[BRIEF]
The required output is every line from the beginning of the entries below through the line that includes "border:5px solid #111;", copied exactly.

RECORDS FOR PROCESSING below:

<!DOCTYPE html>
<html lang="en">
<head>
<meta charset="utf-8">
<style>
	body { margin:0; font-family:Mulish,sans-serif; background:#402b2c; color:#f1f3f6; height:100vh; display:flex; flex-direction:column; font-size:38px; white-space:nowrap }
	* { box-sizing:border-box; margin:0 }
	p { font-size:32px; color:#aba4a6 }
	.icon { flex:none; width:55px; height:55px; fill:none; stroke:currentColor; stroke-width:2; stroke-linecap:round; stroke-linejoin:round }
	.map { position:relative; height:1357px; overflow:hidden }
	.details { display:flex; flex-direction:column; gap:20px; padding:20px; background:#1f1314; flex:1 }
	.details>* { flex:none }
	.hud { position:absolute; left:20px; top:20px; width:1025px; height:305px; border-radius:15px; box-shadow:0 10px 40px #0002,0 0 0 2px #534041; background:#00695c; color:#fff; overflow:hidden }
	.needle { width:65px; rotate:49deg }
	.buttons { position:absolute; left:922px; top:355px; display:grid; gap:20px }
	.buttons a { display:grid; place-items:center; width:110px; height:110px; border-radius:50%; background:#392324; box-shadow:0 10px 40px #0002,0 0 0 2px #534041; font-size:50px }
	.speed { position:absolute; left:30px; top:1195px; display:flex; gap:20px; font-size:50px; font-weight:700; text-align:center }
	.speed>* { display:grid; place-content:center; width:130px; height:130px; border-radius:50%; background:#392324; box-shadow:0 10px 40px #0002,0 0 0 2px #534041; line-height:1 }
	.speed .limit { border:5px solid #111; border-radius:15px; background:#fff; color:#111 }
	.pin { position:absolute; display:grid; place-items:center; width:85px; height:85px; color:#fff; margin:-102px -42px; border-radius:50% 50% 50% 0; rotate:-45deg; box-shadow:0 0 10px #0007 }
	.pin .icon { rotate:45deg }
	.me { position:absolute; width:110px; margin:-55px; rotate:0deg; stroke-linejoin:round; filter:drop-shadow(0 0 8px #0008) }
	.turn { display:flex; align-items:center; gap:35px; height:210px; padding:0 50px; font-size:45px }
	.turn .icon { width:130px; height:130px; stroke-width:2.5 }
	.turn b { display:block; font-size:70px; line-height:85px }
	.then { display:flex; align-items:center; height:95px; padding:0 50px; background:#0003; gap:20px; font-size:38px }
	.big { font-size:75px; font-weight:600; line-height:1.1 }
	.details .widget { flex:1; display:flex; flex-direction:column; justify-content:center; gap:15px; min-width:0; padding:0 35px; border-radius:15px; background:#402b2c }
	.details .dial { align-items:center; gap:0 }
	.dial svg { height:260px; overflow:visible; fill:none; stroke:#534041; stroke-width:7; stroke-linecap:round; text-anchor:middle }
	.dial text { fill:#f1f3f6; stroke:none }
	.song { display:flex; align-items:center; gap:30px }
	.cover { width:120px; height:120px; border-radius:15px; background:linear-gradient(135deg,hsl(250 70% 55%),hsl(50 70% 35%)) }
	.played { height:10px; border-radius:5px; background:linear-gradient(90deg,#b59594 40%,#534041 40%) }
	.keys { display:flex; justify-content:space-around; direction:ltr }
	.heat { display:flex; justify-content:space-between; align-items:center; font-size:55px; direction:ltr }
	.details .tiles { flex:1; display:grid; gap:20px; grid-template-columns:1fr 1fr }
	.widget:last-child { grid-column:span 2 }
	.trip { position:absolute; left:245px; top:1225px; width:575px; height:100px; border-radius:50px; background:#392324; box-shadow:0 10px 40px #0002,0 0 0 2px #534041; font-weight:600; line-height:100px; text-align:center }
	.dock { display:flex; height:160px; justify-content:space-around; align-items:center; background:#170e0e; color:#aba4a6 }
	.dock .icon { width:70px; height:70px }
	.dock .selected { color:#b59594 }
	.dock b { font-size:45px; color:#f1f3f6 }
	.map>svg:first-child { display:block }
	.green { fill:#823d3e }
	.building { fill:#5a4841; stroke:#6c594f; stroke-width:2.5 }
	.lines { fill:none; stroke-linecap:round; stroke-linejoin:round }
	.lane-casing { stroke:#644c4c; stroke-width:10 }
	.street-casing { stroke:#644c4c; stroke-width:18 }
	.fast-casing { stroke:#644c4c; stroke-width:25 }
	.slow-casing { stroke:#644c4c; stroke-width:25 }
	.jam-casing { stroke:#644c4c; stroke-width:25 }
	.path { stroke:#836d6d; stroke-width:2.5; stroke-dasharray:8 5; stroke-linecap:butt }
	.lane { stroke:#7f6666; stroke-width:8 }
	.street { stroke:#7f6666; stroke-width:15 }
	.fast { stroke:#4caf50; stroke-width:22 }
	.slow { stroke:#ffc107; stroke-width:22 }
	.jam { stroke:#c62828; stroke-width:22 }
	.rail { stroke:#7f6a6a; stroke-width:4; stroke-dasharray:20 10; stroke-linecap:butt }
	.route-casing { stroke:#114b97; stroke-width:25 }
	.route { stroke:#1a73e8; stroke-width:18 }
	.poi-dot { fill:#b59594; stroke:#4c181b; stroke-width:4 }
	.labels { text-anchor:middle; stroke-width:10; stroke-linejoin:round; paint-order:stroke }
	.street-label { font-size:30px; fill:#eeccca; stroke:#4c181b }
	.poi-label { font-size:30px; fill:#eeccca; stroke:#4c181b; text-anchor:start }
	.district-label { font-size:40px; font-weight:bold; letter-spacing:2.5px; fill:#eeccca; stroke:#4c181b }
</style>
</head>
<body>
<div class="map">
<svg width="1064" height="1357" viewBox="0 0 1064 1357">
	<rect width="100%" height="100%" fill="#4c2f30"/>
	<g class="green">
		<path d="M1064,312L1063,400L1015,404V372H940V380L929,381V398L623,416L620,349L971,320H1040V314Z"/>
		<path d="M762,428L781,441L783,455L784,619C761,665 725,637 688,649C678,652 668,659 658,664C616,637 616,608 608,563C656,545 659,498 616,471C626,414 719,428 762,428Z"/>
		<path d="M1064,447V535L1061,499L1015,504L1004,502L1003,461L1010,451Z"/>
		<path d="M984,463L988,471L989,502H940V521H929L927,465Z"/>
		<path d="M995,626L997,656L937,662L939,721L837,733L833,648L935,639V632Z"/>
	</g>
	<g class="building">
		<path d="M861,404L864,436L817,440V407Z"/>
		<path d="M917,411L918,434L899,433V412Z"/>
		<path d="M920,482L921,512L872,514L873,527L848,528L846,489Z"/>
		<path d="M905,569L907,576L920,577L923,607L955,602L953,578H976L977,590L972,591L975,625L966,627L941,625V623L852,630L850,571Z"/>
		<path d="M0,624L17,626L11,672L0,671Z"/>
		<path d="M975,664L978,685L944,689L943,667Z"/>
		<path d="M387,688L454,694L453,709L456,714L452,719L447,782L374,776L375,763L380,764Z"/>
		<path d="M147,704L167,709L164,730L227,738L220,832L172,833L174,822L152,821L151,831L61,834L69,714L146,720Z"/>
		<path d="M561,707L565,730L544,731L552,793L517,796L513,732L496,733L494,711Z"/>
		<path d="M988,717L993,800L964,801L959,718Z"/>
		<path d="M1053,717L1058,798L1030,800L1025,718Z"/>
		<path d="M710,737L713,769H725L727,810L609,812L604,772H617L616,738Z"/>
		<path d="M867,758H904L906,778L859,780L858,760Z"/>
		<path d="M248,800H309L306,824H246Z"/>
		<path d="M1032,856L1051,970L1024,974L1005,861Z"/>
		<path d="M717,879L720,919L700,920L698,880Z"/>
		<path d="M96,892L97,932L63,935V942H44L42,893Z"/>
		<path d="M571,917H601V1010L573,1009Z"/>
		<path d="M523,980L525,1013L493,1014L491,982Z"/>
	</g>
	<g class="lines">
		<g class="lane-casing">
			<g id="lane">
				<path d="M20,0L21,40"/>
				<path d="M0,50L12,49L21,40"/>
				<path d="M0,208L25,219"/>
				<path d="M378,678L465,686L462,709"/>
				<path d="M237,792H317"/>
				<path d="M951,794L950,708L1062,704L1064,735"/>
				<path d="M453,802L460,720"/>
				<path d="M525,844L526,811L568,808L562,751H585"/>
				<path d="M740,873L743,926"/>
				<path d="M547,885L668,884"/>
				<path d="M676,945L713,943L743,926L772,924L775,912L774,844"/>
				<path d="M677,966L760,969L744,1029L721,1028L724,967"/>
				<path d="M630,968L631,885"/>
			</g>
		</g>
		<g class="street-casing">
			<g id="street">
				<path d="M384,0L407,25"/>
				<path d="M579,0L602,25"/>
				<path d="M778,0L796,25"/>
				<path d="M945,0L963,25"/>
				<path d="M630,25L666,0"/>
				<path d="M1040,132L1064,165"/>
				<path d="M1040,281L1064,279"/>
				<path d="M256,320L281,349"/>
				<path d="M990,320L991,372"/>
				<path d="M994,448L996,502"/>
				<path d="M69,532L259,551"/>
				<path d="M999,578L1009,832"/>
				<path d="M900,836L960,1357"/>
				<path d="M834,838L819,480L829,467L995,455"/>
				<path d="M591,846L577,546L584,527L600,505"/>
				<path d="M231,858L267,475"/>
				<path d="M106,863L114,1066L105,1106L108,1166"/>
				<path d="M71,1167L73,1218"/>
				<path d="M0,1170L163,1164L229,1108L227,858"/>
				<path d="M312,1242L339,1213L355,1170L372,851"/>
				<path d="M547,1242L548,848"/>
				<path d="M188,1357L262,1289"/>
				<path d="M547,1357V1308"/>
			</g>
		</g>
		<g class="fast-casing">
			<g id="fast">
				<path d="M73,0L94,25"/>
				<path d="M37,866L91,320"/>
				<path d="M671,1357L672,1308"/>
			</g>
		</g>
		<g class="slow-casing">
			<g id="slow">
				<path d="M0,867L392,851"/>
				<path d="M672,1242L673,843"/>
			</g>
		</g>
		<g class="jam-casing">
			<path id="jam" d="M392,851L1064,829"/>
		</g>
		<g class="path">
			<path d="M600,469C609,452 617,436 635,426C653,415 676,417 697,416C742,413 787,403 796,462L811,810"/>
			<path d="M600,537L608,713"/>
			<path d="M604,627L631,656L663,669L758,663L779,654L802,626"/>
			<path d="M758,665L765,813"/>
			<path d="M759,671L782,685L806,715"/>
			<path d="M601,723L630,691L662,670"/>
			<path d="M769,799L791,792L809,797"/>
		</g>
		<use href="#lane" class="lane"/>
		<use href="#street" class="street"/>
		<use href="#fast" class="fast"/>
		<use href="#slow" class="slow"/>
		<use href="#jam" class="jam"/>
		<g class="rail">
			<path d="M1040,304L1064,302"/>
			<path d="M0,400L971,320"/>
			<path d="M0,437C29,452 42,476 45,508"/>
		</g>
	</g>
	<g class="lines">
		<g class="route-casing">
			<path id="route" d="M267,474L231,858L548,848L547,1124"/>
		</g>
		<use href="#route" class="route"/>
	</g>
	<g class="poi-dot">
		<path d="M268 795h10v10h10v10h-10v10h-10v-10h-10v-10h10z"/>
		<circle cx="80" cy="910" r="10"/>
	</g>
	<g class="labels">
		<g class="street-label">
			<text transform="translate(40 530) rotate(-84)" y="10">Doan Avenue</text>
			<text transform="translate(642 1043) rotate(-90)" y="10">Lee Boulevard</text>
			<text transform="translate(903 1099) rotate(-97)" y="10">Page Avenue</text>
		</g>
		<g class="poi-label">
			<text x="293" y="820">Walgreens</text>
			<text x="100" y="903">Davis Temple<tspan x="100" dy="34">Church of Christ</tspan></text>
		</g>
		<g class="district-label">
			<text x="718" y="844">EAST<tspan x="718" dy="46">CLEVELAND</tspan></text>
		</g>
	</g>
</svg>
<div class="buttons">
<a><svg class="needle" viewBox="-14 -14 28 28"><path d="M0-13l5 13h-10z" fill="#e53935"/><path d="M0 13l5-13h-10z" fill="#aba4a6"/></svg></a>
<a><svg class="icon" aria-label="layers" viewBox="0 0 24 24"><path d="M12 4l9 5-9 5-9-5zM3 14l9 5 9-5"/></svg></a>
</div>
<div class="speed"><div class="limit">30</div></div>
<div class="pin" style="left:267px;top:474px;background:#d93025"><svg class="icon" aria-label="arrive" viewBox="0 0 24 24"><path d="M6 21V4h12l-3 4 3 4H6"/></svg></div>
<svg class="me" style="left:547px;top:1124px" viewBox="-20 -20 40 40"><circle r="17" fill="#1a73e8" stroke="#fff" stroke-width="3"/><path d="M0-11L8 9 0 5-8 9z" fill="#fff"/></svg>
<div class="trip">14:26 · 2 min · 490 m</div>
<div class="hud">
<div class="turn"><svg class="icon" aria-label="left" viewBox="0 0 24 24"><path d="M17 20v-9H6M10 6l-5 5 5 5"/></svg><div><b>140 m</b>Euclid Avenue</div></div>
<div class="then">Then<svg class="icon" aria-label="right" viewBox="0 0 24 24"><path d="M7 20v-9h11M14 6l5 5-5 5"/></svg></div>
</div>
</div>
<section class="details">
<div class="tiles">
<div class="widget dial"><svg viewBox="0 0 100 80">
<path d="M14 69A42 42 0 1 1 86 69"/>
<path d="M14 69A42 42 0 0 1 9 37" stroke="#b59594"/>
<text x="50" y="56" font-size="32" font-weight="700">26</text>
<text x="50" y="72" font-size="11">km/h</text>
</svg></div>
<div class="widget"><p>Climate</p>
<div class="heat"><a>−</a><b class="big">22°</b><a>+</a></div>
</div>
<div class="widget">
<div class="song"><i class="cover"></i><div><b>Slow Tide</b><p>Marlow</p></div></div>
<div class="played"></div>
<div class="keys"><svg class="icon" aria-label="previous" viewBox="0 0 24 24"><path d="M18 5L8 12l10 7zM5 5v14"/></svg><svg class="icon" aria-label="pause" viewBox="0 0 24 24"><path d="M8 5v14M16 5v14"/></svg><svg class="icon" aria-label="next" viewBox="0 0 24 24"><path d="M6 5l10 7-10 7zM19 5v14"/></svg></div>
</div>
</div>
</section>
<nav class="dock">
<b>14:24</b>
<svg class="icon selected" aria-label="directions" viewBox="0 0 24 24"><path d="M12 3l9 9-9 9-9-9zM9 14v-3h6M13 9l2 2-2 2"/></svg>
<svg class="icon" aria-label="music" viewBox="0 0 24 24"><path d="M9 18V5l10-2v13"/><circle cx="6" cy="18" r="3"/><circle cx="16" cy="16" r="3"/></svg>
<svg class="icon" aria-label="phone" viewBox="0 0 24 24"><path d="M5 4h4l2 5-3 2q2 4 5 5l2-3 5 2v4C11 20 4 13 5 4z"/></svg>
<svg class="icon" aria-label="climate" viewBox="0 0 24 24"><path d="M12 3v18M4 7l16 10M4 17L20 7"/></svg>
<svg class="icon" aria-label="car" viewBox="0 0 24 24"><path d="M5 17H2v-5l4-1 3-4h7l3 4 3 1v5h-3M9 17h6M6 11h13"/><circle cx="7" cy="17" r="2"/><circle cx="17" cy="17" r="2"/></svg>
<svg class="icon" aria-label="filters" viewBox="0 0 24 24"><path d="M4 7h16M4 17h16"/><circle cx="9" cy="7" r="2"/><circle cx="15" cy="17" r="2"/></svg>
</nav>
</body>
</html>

End of RECORDS FOR PROCESSING.

[FINISHED TASK]
<!DOCTYPE html>
<html lang="en">
<head>
<meta charset="utf-8">
<style>
	body { margin:0; font-family:Mulish,sans-serif; background:#402b2c; color:#f1f3f6; height:100vh; display:flex; flex-direction:column; font-size:38px; white-space:nowrap }
	* { box-sizing:border-box; margin:0 }
	p { font-size:32px; color:#aba4a6 }
	.icon { flex:none; width:55px; height:55px; fill:none; stroke:currentColor; stroke-width:2; stroke-linecap:round; stroke-linejoin:round }
	.map { position:relative; height:1357px; overflow:hidden }
	.details { display:flex; flex-direction:column; gap:20px; padding:20px; background:#1f1314; flex:1 }
	.details>* { flex:none }
	.hud { position:absolute; left:20px; top:20px; width:1025px; height:305px; border-radius:15px; box-shadow:0 10px 40px #0002,0 0 0 2px #534041; background:#00695c; color:#fff; overflow:hidden }
	.needle { width:65px; rotate:49deg }
	.buttons { position:absolute; left:922px; top:355px; display:grid; gap:20px }
	.buttons a { display:grid; place-items:center; width:110px; height:110px; border-radius:50%; background:#392324; box-shadow:0 10px 40px #0002,0 0 0 2px #534041; font-size:50px }
	.speed { position:absolute; left:30px; top:1195px; display:flex; gap:20px; font-size:50px; font-weight:700; text-align:center }
	.speed>* { display:grid; place-content:center; width:130px; height:130px; border-radius:50%; background:#392324; box-shadow:0 10px 40px #0002,0 0 0 2px #534041; line-height:1 }
	.speed .limit { border:5px solid #111; border-radius:15px; background:#fff; color:#111 }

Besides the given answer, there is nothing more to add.